Lalibela

Coordonnées géographiques : 12° 1'53.98" N; 39° 2'43.92" E

Histoire de la recherche à Lalibela

Gravure d’Achille Raffray, représentant l’église de Madḫanē ’Alam en 1881, dans un piteux état de conservation. Gravure d’Achille Raffray, représentant l’église de Madḫanē ’Alam en 1881, dans un piteux état de conservation. Crédit : RAFFRAY, Achille, 1882, Les églises monolithes de la ville de Lalibéla (Abyssinie), Paris, A. Morel et Cie, pl. 4).

Lalibela a très tôt suscité l’intérêt des érudits et des voyageurs sans pour autant que ces derniers ne s’intéressent réellement à l’évolution du site. Les témoignages les plus anciens concernant les églises de Lalibela remontent au XVe siècle, lorsque des moines éthiopiens se rendent à Lalibela, devenu lieu de pèlerinage et lieu de passage pendant les périodes de troubles (Bosc-Tiessé et Derat, 2019). C’est par Francisco Alvarès, prêtre portugais qui se rend à deux reprises à Lalibela au début du XVIe siècle, que l’existence « des églises entièrement excavées dans la roche, très bien taillées » est révélée en Occident (Beckingham et Huntingford, 1961 : 205).
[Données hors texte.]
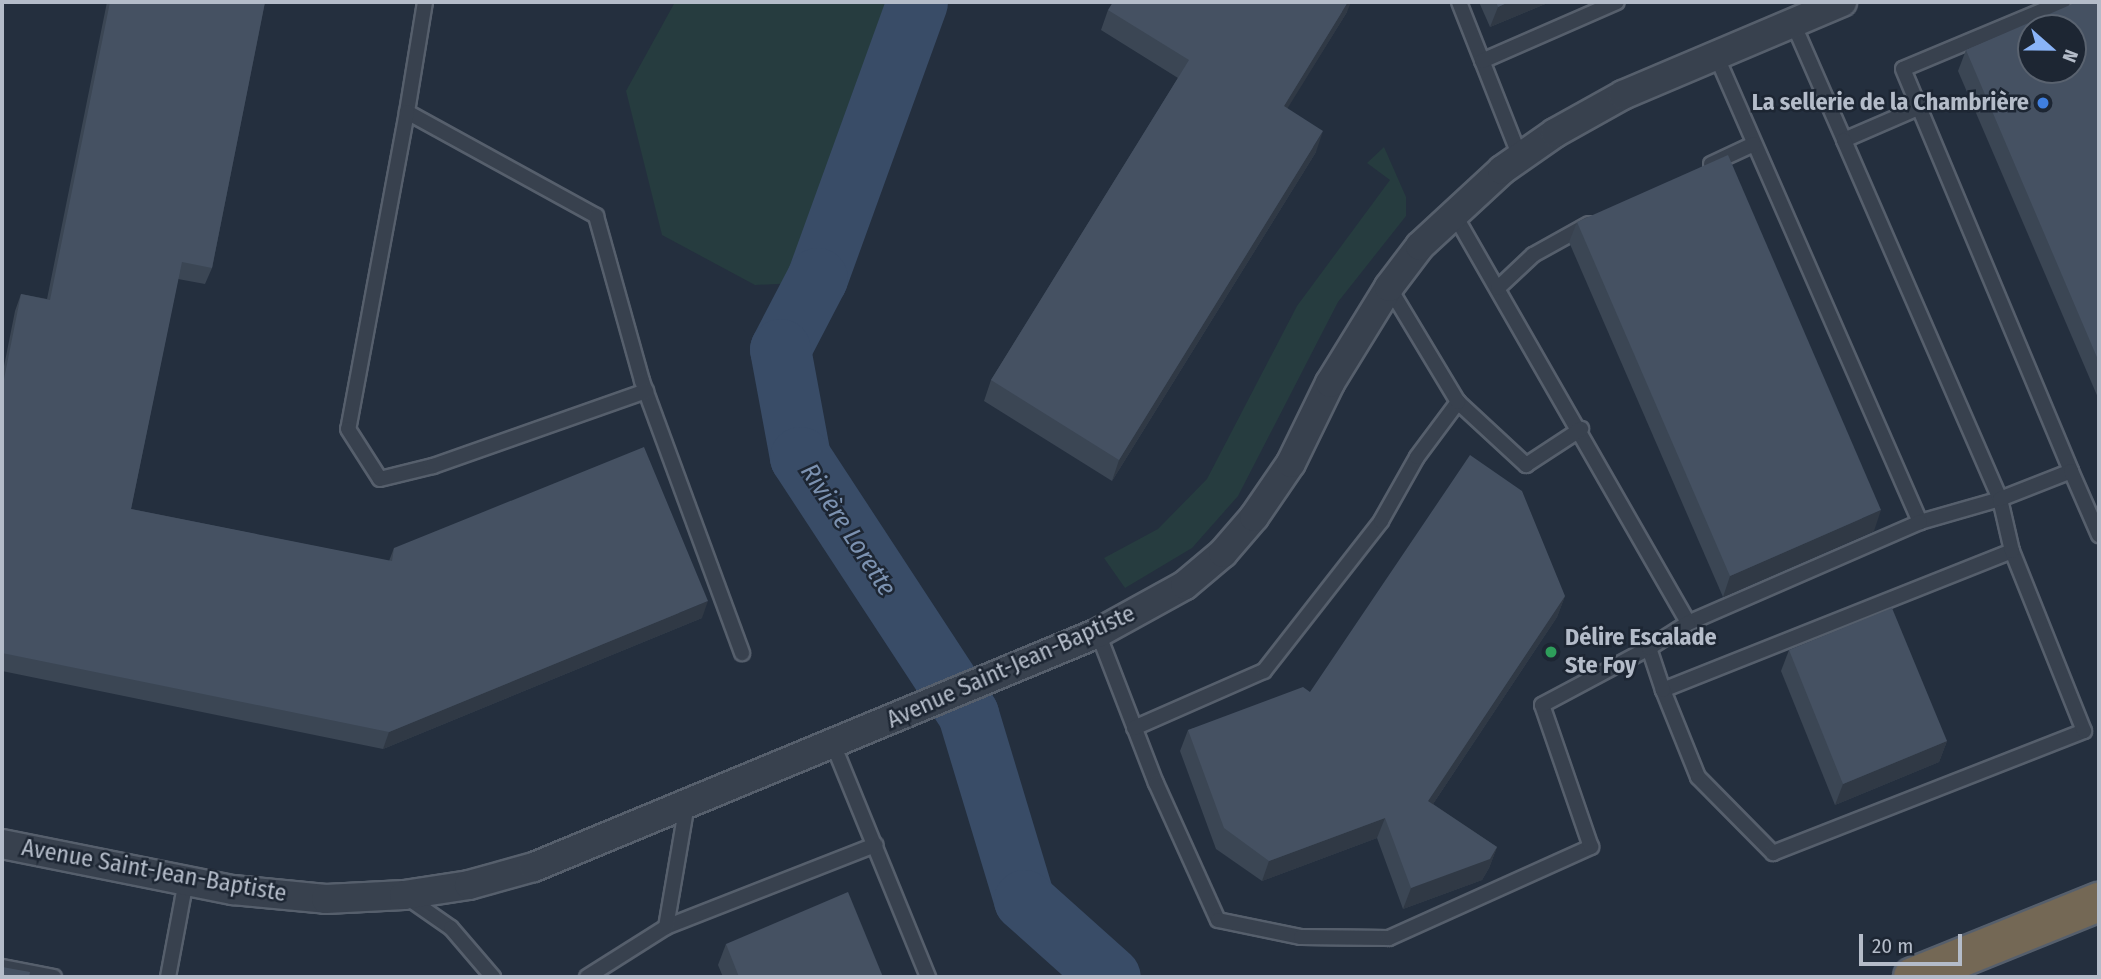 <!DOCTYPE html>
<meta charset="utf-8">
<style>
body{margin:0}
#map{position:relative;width:2101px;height:979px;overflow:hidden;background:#242f3e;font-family:"Fira Sans Condensed",sans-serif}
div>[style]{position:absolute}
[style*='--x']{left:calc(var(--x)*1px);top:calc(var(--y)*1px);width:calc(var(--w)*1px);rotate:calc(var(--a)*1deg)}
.green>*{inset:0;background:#263c3f}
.river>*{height:61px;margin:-30.5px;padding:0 30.5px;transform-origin:30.5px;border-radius:30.5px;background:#394c67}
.roads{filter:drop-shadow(2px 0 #565f6c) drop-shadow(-2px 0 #565f6c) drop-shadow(0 2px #565f6c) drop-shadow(0 -2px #565f6c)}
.lane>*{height:14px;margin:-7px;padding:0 7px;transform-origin:7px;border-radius:7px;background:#38414e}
.street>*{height:28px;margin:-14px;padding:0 14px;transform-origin:14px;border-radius:14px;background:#38414e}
.highway>*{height:38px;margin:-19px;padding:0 19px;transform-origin:19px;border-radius:19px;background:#746855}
.wall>*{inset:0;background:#3b4654}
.shaded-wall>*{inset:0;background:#303945}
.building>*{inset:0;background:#455162}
.dots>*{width:19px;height:19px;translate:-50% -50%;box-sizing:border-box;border:4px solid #1d2633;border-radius:50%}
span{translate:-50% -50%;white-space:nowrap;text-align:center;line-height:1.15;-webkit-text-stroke:5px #1d2633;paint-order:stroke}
.poi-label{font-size:24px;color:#b4bcc9;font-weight:700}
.right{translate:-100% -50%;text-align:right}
.left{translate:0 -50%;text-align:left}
.street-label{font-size:24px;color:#b4bcc9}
.water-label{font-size:26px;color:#7c92b1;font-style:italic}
.frame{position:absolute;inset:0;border:4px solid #b4bcc9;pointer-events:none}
.north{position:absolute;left:2017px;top:14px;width:70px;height:70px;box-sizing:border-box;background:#1d2633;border:2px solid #59626f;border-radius:50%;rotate:111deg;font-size:19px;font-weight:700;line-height:28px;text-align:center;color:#b4bcc9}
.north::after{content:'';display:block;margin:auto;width:24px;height:32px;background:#8ab4f8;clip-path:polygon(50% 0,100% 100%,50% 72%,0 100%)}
.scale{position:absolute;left:1859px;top:934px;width:103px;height:32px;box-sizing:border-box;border:4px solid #b4bcc9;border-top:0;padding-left:9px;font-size:21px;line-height:24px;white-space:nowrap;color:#b4bcc9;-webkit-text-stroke:5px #1d2633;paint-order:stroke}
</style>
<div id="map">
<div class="green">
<div style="clip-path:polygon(675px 2px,946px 2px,835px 281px,755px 285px,662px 235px,626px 91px)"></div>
<div style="clip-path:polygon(1384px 147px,1406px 197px,1406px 216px,1338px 302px,1238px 496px,1192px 548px,1125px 588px,1104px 558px,1158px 529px,1207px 479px,1297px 306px,1390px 180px,1367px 163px)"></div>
</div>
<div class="river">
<div style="--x:917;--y:2;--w:294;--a:109.9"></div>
<div style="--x:817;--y:278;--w:80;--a:117.5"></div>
<div style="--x:780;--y:349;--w:110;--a:79.5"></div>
<div style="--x:800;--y:457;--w:307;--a:56.8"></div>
<div style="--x:968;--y:714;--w:194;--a:73.2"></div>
<div style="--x:1024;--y:900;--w:115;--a:41.8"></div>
</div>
<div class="roads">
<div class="lane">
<div style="--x:425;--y:2;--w:111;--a:99.3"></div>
<div style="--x:407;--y:112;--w:216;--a:28.8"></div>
<div style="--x:596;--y:216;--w:171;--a:74.4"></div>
<div style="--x:642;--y:381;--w:290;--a:69.8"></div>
<div style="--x:1459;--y:2;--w:167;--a:68.5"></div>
<div style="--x:2063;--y:2;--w:173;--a:157.3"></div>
<div style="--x:1903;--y:69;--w:436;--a:67.3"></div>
<div style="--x:1793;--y:23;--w:128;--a:66.4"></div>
<div style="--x:1844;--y:140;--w:81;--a:-23.4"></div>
<div style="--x:1716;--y:55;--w:510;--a:66.4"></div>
<div style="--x:1920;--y:522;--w:83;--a:-16"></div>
<div style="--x:2000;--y:499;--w:391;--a:-113.5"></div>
<div style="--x:1482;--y:61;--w:147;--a:-23.6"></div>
<div style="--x:407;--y:112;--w:322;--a:100.5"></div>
<div style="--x:348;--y:429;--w:59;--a:57.4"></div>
<div style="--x:380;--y:479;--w:55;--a:-13.8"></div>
<div style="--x:433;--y:466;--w:226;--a:-19.4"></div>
<div style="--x:1711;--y:164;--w:47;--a:-24.9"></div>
<div style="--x:1453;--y:212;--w:473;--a:60.2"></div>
<div style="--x:1688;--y:623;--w:253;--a:-23.5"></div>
<div style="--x:1498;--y:288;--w:48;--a:-43.3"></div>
<div style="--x:1533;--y:255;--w:64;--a:-29"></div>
<div style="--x:1458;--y:402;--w:93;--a:42.8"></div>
<div style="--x:1526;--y:465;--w:66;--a:-33.2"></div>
<div style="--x:2012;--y:551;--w:376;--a:158.3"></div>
<div style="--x:1663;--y:690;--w:94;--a:68.1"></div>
<div style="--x:1698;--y:777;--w:107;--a:45.4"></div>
<div style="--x:1773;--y:853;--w:334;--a:-21.4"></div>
<div style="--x:2084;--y:731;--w:194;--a:-111.8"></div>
<div style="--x:2012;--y:551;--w:53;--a:-103"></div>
<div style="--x:2000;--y:499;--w:76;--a:-21.5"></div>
<div style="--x:2071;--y:471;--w:70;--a:66.4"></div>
<div style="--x:1098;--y:633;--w:161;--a:68.9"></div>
<div style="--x:1156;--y:783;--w:150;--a:65.7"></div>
<div style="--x:1218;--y:920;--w:85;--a:11.6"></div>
<div style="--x:1301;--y:937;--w:88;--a:0.7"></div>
<div style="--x:1389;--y:938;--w:222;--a:-24.3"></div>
<div style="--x:1591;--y:847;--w:150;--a:-109"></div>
<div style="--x:1542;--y:705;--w:121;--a:-28"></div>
<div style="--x:1649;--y:648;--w:44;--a:71.6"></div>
<div style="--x:1649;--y:648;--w:46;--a:-32.7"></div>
<div style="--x:1134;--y:728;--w:142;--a:-23.7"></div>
<div style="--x:1264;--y:671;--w:190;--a:-52"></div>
<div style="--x:1381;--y:521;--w:73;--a:-60.6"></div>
<div style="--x:1417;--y:457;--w:69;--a:-53.3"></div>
<div style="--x:1458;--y:402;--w:134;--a:-121"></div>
<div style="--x:833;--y:744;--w:252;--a:67.8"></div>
<div style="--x:405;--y:896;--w:56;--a:34.8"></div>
<div style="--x:451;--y:928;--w:65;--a:49.4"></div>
<div style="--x:666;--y:927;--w:225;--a:-21.4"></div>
<div style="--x:2;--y:967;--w:53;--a:10.9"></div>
<div style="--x:168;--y:977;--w:98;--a:-79.4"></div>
<div style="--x:587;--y:977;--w:93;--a:-32.3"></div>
<div style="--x:666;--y:927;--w:125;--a:-80.3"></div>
</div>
<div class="street">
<div style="--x:2;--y:844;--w:236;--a:11.3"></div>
<div style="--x:233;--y:890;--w:93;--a:5.5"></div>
<div style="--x:326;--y:899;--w:78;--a:-2.9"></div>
<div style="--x:404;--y:895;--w:66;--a:-8.7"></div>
<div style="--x:469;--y:885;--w:67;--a:-15.5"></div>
<div style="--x:534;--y:867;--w:611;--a:-22.53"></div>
<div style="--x:1098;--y:633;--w:99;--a:-28.9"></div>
<div style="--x:1185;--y:585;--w:50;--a:-40.1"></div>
<div style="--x:1223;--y:553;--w:48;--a:-49.3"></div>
<div style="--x:1254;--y:517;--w:65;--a:-55.6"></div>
<div style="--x:1291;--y:463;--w:89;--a:-64"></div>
<div style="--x:1330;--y:383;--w:113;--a:-58.4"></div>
<div style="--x:1389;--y:287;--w:51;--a:-52.9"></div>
<div style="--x:1420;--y:246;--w:112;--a:-42.8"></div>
<div style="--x:1502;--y:170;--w:65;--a:-34.9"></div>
<div style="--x:1555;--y:133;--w:78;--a:-29.2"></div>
<div style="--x:1623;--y:95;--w:238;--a:-23"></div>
</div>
<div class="highway">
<div style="--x:1913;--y:977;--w:201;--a:-22"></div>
</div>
</div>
<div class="wall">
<div style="clip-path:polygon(107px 2px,265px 2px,212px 268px,205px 284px,178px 279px,131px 509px,389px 561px,394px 548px,702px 618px,383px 749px,2px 671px,2px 376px,15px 311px,21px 294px,47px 299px)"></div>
<div style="clip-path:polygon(1479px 2px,1550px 2px,1490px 27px)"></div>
<div style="clip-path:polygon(2099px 2px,2099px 400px,1958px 71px,1966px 50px)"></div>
<div style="clip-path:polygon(1108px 10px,1347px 12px,1287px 108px,1316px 152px,1112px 481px,984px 401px,991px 380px,1178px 78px,1101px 30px)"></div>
<div style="clip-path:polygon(1577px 222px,1874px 531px,1723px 597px,1569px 242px)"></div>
<div style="clip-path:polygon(1565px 596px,1557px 617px,1433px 804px,1497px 847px,1489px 868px,1482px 880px,1403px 909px,1377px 838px,1262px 881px,1216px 849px,1180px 751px,1188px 730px,1310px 692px)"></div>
<div style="clip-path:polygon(1789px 650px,1947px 741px,1939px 762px,1835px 805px,1781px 671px)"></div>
<div style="clip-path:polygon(726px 944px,883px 977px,723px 977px,718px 965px)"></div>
</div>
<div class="shaded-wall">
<div style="clip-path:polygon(1348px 2px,1351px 2px,1347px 12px,1276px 127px,1284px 106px)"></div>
<div style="clip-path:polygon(1509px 2px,1550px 2px,1490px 27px,1498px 7px)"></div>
<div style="clip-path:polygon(1323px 131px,1316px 152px,1112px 481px,1119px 460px)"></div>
<div style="clip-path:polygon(1881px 510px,1874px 531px,1723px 597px,1730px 576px)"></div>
<div style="clip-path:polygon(1565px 596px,1557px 617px,1421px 822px,1428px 801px)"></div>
<div style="clip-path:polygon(708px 601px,702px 618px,383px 749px,389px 732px)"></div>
<div style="clip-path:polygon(1947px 741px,1939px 762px,1835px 805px,1843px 784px)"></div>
<div style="clip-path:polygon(1385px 818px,1377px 838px,1262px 881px,1269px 861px)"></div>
<div style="clip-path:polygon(1497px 847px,1489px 868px,1482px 880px,1403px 909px,1411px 888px)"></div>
</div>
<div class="building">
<div style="clip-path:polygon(110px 2px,265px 2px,212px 268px,182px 262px,131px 509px,392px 561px,394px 548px,644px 447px,708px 601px,389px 732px,2px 653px,2px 389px,21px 294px,50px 300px)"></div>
<div style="clip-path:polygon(1113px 2px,1348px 2px,1284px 106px,1323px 131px,1119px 460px,991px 380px,1189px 60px,1108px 10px)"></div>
<div style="clip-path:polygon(1496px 2px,1509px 2px,1498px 7px)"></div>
<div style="clip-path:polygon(evenodd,2077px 2px,2099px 2px,2099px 362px,1966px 50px,2077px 2px,2031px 28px,2073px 28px,2073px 70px,2031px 70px,2031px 28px)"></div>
<div style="clip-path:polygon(1728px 155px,1881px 510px,1730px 576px,1577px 222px)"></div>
<div style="clip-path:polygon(1470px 455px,1522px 491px,1565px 596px,1428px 801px,1497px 847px,1490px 859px,1411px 888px,1385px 818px,1269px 861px,1224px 828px,1188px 730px,1303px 687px,1310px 692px)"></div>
<div style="clip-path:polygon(1892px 608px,1947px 741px,1843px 784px,1789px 650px)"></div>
<div style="clip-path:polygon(848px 892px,883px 977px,739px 977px,726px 944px)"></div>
<div style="clip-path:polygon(2px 967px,30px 972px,29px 977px,2px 977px)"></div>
</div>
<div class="dots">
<div style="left:2043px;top:103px;background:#3f7fe0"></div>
<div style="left:1551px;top:652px;background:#2e9e5b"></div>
</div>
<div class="poi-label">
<span class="right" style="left:2029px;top:103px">La sellerie de la Chambrière</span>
<span class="left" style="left:1565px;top:652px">Délire Escalade<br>Ste Foy</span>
</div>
<div class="street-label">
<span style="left:1011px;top:667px;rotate:-24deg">Avenue Saint-Jean-Baptiste</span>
<span style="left:154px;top:871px;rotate:10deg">Avenue Saint-Jean-Baptiste</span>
</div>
<div class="water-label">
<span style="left:848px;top:530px;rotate:57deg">Rivière Lorette</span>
</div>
<div class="frame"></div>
<div class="north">N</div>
<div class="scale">20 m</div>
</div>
Peu de voyageurs se rendent à Lalibela avant la fin du XIXe siècle. Les frères Antoine et Arnauld d’Abbadie y passent en 1843 mais ne fournissent aucune description. Puis Gerhard Rohlfs en 1868, et Achille Raffray en 1881, proposent une nouvelle description des lieux en notant les dégradations et les effondrements des monuments (Raffray, 1882).

Ce n’est qu’au XXe siècle que les recherches débutent réellement au sujet de ces monuments, avec une perspective nettement orientée en direction de l’histoire de l’architecture des églises. En 1939, en pleine occupation italienne de l’Éthiopie, les premiers relevés sont réalisés sous la direction d’Alessandro Augusto Monti della Corte. Avec Elio Zacchia et Lino Bianchi-Barriviera, ils effectuent une mission en avril-mai 1939 (Monti Della Corte, 1940) et livrent alors la première monographie complète au sujet du site et de ses environs. Ils ont alors accès à tous les espaces du site, dont ils dessinent de très nombreux plans, perspectives, détails architecturaux qui restent très utiles aujourd’hui. En 1955, l’équipe de la section archéologique franco-éthiopienne souhaite relancer les investigations à Lalibela : André Miquel se rend sur place pour effectuer une mission de reconnaissance, mais la section renonce à lancer une plus ample expédition par manque de moyens et pour des raisons des difficultés d’accès (Miquel, 1959). Ensuite, sans que des recherches approfondies soient effectuées, des campagnes de restauration sont lancées à la fin des années 1960. L’architecte Sandro Angelini effectue ainsi trois campagnes de restauration entre 1966 et 1970 (Angelini, 1967), accompagnées d’études architecturales et de fouilles dans les tranchées. Mais les fouilles proprement dites sont à peine documentées et les objets trouvés en fouille ont été éparpillés et perdus. En revanche, les relevés effectués par Angelini viennent compléter ceux de Bianchi-Barriviera et sont restés jusqu’aux années 2010 les meilleurs travaux réalisés. Par la suite, les recherches sont stoppées suite aux troubles politiques dans le pays à compter de 1974. En 1991, Claude Lepage reprend ses recherches entamées au début des années 1970 et publie des articles majeurs sur l’histoire et l’art du site.

À partir de ces études, deux lignes d’interprétation différentes vont émerger. La première considère le site comme résultant d’un unique programme architectural débuté et achevé sous le roi Lālibalā, ou bien plus largement sous la dynastie Zāgwē. La seconde estime que le site a connu des évolutions significatives avant et/ou après le règne de Lalibela : L’archéologue David Phillipson a ainsi proposé l’idée d’un phasage du site, en recherchant un lien avec Aksum, Lalibela apparaissant selon lui comme l’héritière du royaume chrétien antique situé en actuelle Érythrée et dans la province éthiopienne du Tigray (Phillipson, 2006, 2009). L’historien de l’art Michael Gervers (Gervers, 2003) a quant à lui promu l’idée que Lalibela avait connu des transformations au cours des siècles postérieures au roi Lālibalā. Tenants de la première ligne d’interprétation, Claude Lepage et Jacques Mercier finissent par publier la synthèse finale de leur analyse en 2012, en argumentant en faveur d’un projet mené à l’époque du roi Lālibalā (Mercier et Lepage, 2012). Ces divers travaux ont considérablement approfondi les connaissances sur le site de Lalibela, mais ont souvent restreint la focale à l’étude des églises proprement dites, sans prendre en compte leur environnement immédiat.